### Work instructions
Say how many lines in the material below hold the word "nowrap", and say nothing else.

### Data for processing
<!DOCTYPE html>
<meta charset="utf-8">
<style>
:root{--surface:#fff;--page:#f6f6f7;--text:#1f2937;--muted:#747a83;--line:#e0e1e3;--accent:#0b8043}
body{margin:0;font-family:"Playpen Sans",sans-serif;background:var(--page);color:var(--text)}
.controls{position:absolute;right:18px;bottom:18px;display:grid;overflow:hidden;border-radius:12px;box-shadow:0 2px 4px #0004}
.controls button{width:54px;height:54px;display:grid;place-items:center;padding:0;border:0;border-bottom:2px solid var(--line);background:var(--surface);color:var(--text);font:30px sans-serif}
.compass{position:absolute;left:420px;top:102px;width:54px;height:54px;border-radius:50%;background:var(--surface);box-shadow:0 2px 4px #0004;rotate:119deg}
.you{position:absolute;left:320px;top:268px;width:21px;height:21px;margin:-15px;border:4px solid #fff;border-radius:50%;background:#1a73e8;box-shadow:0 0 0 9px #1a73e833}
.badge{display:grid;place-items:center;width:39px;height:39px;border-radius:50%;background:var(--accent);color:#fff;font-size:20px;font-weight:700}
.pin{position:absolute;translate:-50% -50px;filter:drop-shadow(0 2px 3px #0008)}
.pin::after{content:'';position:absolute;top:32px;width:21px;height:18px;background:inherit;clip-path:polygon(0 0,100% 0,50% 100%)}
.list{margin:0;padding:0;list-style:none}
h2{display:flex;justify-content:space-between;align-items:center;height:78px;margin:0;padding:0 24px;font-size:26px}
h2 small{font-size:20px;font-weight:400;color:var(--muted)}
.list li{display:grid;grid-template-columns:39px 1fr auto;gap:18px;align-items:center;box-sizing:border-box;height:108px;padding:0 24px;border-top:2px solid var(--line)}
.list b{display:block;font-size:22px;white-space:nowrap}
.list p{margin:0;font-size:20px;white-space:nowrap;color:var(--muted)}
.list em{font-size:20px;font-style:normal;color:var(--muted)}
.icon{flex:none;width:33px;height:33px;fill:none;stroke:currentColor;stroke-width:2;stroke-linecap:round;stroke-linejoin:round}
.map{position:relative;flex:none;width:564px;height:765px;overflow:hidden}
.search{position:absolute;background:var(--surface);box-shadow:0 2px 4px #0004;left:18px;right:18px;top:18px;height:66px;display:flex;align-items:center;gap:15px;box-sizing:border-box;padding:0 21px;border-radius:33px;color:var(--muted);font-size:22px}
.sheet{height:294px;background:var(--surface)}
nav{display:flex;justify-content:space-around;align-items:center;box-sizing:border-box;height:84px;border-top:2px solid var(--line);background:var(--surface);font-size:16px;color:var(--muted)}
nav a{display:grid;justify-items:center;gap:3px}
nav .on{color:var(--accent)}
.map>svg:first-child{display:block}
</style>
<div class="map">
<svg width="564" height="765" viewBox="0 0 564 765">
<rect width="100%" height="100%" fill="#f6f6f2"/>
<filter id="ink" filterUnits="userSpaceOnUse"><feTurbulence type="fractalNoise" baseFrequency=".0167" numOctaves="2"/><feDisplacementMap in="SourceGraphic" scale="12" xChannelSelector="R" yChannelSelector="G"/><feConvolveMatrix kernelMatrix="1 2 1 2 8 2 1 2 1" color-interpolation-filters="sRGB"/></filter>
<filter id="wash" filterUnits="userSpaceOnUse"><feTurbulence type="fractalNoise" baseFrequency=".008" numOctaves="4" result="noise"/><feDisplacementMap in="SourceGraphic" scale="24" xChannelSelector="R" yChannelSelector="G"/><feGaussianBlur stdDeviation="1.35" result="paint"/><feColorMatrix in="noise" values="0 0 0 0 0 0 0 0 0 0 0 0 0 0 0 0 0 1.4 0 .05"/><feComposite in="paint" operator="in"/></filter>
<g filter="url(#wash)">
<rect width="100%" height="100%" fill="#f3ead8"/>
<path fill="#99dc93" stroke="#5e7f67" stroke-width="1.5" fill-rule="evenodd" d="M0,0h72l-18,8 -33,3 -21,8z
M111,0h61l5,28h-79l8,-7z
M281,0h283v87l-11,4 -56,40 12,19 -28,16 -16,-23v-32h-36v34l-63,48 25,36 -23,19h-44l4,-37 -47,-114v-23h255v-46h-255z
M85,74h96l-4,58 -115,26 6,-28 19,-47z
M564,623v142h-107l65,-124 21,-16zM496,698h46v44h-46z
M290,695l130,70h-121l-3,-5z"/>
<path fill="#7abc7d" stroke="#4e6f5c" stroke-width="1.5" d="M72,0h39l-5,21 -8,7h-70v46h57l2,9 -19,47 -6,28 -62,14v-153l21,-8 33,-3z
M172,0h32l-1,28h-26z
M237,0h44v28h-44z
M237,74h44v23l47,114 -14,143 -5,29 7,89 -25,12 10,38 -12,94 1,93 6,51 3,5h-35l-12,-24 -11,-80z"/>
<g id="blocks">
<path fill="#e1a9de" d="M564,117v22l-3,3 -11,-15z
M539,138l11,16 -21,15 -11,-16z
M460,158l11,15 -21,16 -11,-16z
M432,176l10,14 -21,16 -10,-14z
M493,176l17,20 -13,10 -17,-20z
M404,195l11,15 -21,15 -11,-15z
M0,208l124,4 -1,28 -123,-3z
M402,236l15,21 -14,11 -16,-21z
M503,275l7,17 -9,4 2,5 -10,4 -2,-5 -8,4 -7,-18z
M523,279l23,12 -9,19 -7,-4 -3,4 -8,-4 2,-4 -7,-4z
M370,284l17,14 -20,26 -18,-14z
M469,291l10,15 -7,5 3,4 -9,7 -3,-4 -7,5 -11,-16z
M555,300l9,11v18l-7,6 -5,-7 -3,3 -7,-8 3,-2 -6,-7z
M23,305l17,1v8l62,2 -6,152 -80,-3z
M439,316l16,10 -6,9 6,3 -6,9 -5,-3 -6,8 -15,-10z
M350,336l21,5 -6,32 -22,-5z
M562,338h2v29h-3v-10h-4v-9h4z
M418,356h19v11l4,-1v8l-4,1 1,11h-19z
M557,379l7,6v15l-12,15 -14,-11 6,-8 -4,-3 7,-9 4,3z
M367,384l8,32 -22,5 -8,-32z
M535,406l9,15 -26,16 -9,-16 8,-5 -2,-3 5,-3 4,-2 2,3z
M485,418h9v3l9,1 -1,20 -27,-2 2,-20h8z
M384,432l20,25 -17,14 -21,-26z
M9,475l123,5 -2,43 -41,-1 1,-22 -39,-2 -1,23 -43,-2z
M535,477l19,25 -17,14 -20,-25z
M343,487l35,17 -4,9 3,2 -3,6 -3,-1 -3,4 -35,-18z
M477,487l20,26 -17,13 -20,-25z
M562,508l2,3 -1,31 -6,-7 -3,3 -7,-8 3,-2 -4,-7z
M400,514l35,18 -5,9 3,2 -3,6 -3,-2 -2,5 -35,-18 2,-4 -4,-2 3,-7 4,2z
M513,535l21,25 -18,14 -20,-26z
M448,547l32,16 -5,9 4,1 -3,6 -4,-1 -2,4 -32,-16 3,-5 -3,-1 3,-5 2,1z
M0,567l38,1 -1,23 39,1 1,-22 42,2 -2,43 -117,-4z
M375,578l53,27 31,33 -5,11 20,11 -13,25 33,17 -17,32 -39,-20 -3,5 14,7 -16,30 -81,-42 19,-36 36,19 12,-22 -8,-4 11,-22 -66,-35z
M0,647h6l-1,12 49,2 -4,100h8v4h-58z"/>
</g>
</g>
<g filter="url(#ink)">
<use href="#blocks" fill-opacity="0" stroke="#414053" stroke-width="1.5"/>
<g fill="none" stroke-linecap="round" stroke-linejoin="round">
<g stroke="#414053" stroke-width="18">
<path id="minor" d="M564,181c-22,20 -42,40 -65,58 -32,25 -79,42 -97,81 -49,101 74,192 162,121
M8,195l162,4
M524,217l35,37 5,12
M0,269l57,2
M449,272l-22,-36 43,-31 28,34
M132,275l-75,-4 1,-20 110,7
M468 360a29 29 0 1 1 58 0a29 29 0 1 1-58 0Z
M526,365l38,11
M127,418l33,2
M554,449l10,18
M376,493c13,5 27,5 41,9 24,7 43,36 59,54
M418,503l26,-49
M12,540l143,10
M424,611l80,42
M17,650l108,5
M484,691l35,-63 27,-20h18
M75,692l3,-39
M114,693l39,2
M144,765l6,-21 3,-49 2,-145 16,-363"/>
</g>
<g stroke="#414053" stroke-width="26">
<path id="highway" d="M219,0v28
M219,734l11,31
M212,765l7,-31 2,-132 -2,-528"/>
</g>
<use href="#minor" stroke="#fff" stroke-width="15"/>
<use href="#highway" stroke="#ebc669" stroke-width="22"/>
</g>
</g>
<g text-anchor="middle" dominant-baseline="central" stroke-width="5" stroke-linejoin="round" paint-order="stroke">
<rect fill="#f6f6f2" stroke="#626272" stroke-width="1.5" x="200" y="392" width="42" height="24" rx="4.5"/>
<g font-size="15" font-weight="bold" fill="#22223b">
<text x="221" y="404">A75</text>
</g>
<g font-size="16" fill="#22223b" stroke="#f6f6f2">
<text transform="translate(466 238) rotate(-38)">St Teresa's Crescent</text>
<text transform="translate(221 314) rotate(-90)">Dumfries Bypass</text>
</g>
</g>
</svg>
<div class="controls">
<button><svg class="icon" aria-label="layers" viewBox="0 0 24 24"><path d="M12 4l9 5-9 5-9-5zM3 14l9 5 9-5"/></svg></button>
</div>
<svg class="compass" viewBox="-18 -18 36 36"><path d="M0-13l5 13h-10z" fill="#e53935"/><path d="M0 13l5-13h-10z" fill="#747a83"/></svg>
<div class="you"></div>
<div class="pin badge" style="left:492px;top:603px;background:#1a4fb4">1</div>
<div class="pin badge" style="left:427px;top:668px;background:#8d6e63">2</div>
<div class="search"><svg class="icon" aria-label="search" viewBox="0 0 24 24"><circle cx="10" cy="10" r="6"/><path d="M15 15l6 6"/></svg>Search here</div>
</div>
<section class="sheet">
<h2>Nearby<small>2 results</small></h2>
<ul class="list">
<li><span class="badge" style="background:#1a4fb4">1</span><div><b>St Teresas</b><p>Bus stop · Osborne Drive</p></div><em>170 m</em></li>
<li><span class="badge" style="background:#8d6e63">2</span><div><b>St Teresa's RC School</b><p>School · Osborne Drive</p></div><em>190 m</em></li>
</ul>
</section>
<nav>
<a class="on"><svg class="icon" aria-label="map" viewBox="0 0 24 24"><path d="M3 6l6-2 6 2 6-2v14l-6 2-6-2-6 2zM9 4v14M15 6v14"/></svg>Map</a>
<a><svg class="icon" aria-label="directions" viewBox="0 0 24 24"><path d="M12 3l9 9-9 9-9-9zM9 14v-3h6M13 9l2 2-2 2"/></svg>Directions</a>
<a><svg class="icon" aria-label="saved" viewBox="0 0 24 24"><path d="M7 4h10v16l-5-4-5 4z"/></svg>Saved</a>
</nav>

### Answer to the problem
2